The Farm Credit Council recently quashed an “Idea Share” because of the Farm Credit System’s (FCS) desperate need for a “strategic shift in direction for reputation management.” It’s possible that the problem with their reputation is the lack of transparency – – something that is clearly not their strong suit.
But nothing can be hidden in each FCS bank’s annual report. CoBank’s annual report is especially revealing.
CoBank’s total loan volume for 2015 was $89 billion: $24.9 billion for agribusiness, $17.8 billion for rural infrastructure and $40.4 billion for strategic relationships (i.e. CoBank’s loans to its subsidiary organizations). And for each of these categories there are 10 subcategories that provide an incredible amount of detail on to what sectors CoBank extended loans.

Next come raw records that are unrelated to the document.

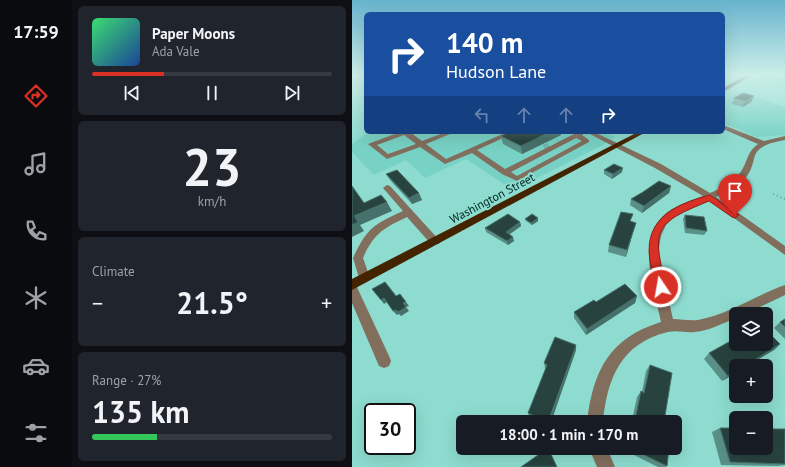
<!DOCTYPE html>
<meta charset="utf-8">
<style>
:root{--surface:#171b24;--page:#20242c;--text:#f1f3f6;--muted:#9ea1a6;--line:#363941;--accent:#d93025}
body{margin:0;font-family:"PT Sans",sans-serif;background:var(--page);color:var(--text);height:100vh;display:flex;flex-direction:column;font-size:15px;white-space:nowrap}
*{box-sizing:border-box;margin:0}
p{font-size:13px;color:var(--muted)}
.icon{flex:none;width:22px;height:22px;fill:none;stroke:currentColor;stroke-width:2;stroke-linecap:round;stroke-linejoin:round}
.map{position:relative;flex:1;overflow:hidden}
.sheet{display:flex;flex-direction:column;gap:6px;padding:6px;background:#0d0f14;width:280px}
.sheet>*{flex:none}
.banner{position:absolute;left:12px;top:12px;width:361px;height:122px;border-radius:6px;box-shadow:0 4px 16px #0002;background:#1a4fa0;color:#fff;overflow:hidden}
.fabs{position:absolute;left:377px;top:307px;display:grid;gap:8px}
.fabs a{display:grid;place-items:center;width:44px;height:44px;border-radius:6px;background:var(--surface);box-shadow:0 4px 16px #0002;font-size:20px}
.speed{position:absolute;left:12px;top:403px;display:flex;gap:8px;font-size:20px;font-weight:700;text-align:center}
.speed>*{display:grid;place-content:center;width:52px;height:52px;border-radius:50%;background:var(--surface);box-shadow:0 4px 16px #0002;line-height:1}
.speed .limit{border:2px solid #111;border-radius:6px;background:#fff;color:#111}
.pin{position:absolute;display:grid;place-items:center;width:34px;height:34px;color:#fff;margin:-41px -17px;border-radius:50% 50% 50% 0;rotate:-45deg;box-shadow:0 0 4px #0007}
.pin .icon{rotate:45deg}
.me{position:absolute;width:44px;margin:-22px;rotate:348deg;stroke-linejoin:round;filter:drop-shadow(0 0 3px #0008)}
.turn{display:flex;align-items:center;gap:14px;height:84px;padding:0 16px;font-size:18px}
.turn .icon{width:52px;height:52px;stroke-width:2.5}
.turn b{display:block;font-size:28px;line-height:34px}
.lanes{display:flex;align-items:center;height:38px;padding:0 16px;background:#0003;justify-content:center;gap:20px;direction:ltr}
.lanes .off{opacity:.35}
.big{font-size:30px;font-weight:700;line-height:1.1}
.sheet .tile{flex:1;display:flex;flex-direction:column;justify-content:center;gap:6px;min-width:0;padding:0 14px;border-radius:6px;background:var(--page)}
.sheet .dial{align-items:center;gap:0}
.dial b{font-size:52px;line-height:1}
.song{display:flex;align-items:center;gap:12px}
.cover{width:48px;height:48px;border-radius:6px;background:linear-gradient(135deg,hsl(140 70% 55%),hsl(220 70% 35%))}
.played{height:4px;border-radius:2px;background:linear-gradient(90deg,var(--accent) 30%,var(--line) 30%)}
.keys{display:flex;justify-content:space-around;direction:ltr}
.heat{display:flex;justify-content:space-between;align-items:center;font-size:22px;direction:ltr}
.charge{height:6px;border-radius:3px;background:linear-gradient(90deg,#34c759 27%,var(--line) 0)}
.trip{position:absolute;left:104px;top:415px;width:226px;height:40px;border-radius:6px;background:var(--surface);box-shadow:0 4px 16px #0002;font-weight:700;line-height:40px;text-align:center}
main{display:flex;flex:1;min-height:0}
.tabs{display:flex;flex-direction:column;width:72px;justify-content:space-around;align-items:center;background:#090b0e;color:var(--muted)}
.tabs .icon{width:28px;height:28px}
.tabs .selected{color:var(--accent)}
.tabs b{font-size:18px;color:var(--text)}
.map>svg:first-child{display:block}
.built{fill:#77d1c4}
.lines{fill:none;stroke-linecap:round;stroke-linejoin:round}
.minor-tunnel{stroke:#71b7ac;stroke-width:7;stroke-dasharray:7 3.5;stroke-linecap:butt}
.path-far1{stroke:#559389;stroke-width:1;stroke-dasharray:0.5 1.5;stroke-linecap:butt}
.path{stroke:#559389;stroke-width:1.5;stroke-dasharray:1 3;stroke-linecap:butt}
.minor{fill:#816e5d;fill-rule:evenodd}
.major{fill:#442400;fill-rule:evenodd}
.wall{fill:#5a9087}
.shaded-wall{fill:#46716a}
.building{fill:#28433f;stroke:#46716a}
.route{fill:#d93025;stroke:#8d1f18}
.labels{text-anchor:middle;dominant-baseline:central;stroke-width:4;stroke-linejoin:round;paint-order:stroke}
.street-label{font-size:12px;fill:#022521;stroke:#8ddccf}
</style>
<main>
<nav class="tabs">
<b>17:59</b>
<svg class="icon selected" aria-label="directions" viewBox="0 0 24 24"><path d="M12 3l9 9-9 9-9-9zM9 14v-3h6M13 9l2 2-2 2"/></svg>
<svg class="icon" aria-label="music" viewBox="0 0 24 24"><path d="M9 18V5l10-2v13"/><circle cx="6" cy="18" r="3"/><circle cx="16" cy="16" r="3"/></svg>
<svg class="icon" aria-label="phone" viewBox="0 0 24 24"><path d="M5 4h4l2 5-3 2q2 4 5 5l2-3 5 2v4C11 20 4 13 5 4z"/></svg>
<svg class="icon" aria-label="climate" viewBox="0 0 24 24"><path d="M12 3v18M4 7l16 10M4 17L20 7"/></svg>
<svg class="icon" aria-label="car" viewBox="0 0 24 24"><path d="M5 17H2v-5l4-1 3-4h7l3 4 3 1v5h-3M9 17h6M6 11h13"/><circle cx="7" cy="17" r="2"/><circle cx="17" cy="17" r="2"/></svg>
<svg class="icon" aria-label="filters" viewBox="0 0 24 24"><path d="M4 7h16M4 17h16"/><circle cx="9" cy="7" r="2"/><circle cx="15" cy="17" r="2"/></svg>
</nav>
<section class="sheet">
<div class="tile">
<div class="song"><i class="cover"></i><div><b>Paper Moons</b><p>Ada Vale</p></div></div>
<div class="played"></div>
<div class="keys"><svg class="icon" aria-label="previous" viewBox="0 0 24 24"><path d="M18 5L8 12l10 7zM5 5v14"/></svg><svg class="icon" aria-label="pause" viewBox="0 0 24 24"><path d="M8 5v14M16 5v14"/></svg><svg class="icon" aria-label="next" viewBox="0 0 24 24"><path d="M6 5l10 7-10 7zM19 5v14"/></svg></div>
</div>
<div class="tile dial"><b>23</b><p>km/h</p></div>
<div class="tile"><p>Climate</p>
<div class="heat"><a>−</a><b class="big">21.5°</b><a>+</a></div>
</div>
<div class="tile"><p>Range · 27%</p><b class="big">135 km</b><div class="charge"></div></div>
</section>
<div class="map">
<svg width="433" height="467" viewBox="0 0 433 467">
<rect width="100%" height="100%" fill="#8ddccf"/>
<g class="built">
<polygon points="409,75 433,75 433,88 399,81"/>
<polygon points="386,92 433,107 433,135 405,137 371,123 371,101"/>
<polygon points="16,132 253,132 263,137 251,145 161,190 114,159 73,178 54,160 22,175 0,152 0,144"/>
</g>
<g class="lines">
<polyline class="minor-tunnel" points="192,148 197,146"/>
<polyline class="path-far1" points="0,78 14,77"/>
<polyline class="path" points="421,194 433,199"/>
<g class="minor">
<polygon points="412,75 433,78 433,80 414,76"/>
<path d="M371,125L412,141L433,136V140C423,142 408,144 403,155C401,162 400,169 395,176C388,186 375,192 364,197L433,246V255L357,200L334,210L323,216L314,225L309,236L306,253L321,319C329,319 338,321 346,320C377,314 404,295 433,285V295L393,314H384V318C371,323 357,331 343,332C334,333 325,330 316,332C269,343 255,379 251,422H235C241,371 257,338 309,322C302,288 282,235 317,211C327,204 339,201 351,196L303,168L234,132L230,135L237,140V142L165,181L150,174L120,153L93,164L68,147L35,159L16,144L48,132H58L70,141L94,132H103L74,144L94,159L155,132H164L125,150L153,169L222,134L242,132L309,164L358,193C370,188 385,181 391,168C396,159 396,151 406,144L371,129ZM52,135L64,144L36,154L25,145ZM224,138L230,141L165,176L159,172Z"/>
<path d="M35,185L38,186L88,241L87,244H79L55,217C32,228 22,233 11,258L18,278L16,281L12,283L8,281L1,258C15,228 22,224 51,211L31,188Z"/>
<polygon points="0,284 4,285 37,356 39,361 37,366 32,368 27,366 0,303"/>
<polygon points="237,448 255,448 263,467 245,467"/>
</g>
<g class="major">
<polygon points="395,75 401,75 371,92 371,88"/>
<polygon points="286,132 294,132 0,290 0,279"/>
</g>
</g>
<g class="wall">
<polygon points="402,96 399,102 391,107 380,104 382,98"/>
<polygon points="209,135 170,154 151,144 149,136"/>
<polygon points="252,170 270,172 260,179 252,174"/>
<polygon points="34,174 70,200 60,204 38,180"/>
<polygon points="319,186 317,193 290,213 278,205 279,199"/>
<polygon points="333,215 355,231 352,235 333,233 331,219"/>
<polygon points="186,218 186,221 180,225 174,221 173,219"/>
<polygon points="279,221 282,229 274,257 256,252 257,245"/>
<polygon points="168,222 169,226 158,234 162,241 156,245 134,232 133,228"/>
<polygon points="285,296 283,303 234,335 222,318 222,312 244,302"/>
<polygon points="433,319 433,339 422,328 428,322"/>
<polygon points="428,344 422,350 395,366 384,366 384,373 370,381 352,359 357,353"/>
<polygon points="224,345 224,350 199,422 189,422 177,417 176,413 194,369 193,368 192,363"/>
<polygon points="298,365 312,422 285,422 280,420 285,397 289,391 290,392 294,371"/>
<polygon points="368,428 433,429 433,465 426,466 369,465 360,432"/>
<polygon points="284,448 317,448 315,466 313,467 306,467 282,455"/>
</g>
<g class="shaded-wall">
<polygon points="371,75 378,75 377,76 371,79"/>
<polygon points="402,96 399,102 391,107 393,101"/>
<polygon points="198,132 209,132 209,135 170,154 169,146"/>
<polygon points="271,168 270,172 260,179 261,174"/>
<polygon points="319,186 317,193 290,213 292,206"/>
<polygon points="67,193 70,200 60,204 57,198"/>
<polygon points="35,202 40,211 8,225 12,231 0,237 0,225 2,216"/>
<polygon points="186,218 186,221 180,225 179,223"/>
<polygon points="168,222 169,226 155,236 154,232"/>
<polygon points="284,223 282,229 274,257 275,250"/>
<polygon points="161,237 162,241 156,245 155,241"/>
<polygon points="285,296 283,303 234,335 235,329"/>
<polygon points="32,298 35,302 32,304 29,300"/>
<polygon points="54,302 57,306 54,307 57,311 49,316 47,314 45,315 41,311"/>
<polygon points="428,344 422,350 395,366 393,366"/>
<polygon points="224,345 224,350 199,422 197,422"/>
<polygon points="384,371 384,373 370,381 376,376"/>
</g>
<g class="building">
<polygon points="391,93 402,96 393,101 382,98"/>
<polygon points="157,132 198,132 169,146 149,136"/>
<polygon points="262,164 271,168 261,174 252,170"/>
<polygon points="45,170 67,193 57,198 34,174"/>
<polygon points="307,181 319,186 292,206 279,199 291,192"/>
<polygon points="0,186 12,203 29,195 35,202 2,216 6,222 0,225"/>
<polygon points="269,212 281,214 278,221 284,223 275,250 257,245"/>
<polygon points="156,214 168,222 154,232 161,237 155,241 133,228"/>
<polygon points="180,214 186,218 179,223 173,219"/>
<polygon points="333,215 352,217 355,231 334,228"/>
<polygon points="33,282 44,296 48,294 54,302 51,303 54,307 46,312 44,310 41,311 32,298 29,300 20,289"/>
<polygon points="273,284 285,296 235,329 222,312 242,300 244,302"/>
<polygon points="433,319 433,327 428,322"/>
<polygon points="414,330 428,344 393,366 384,366 384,371 376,376 357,353 384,338 384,344 414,344"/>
<polygon points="203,337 224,345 196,422 176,413 195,365 192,363"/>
<polygon points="298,365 320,373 312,422 292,422 292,419 284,415 289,391 292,393"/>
<polygon points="368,428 384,428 384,448 414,448 414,429 433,429 433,464 378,462"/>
<polygon points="196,448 205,467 169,467"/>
<polygon points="286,448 317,448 315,466 286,452"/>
</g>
<linearGradient id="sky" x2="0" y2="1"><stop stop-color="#67b3cd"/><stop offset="0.53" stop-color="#ccefe9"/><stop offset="1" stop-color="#ccefe9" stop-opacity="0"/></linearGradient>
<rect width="433" height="141" fill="url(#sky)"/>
<path class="route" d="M358,195L387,215L383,218L380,217L357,201C301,224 300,228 314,287L312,290H305C301,283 300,274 299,266C289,222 319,205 358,195Z"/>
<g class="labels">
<g class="street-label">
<text transform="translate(140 198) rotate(-28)">Washington Street</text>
</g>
</g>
</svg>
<div class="fabs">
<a><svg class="icon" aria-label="layers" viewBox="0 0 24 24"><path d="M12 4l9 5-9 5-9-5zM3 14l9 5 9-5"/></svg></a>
<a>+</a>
<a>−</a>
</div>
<div class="speed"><div class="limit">30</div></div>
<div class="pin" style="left:383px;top:215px;background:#d93025"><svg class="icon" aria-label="arrive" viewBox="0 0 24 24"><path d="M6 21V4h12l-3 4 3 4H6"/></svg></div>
<svg class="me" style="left:309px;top:287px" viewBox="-20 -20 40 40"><circle r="17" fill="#d93025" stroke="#fff" stroke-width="3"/><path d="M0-11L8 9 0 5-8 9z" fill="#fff"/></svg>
<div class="trip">18:00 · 1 min · 170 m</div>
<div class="banner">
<div class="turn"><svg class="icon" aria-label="right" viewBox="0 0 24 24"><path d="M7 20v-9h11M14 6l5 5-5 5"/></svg><div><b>140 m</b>Hudson Lane</div></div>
<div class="lanes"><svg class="icon off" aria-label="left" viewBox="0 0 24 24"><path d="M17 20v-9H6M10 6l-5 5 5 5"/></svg><svg class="icon off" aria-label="ahead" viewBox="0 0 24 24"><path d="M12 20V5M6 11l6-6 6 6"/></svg><svg class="icon off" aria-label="ahead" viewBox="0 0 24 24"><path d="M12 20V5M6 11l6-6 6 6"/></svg><svg class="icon" aria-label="right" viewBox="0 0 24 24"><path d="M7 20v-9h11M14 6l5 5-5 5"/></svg></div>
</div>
</div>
</main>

So when CoBank includes an Other category for each sector’s portfolio — while also providing incredible detail for the rest of the portfolio — it looks suspicious. What loans are included in the Other category? Is it not even worth it to include a footnote that provides examples of the sort of loan that would be included there? Are these loans possibly outside of the FCS’s mission?
The sum of the total volume of loans from the Other categories in all three sectors is $5.24 billion. That’s 1.7 percent of the FCS’s total assets and 2.2 percent of its total loan volume! Those numbers are astoundingly high – and that’s just CoBank’s contribution.
It’s too easy to forget how much a billion dollars really is, let alone five billion. But to add some perspective, the unattributed money in the Other categories could pay for nearly all Farm Service Agency (FSA) loans this year. And remember – that’s just CoBank’s contribution.
Government-sponsored enterprises (GSEs) like the FCS, which is implicitly backed by the federal government and taxpayers, should be as transparent as possible, especially when the GSE’s regulator has admitted that it could be “vulnerable to a market crisis.” Congress needs to make sure that the FCS is playing by the rules, and the first step to achieving that is greater transparency.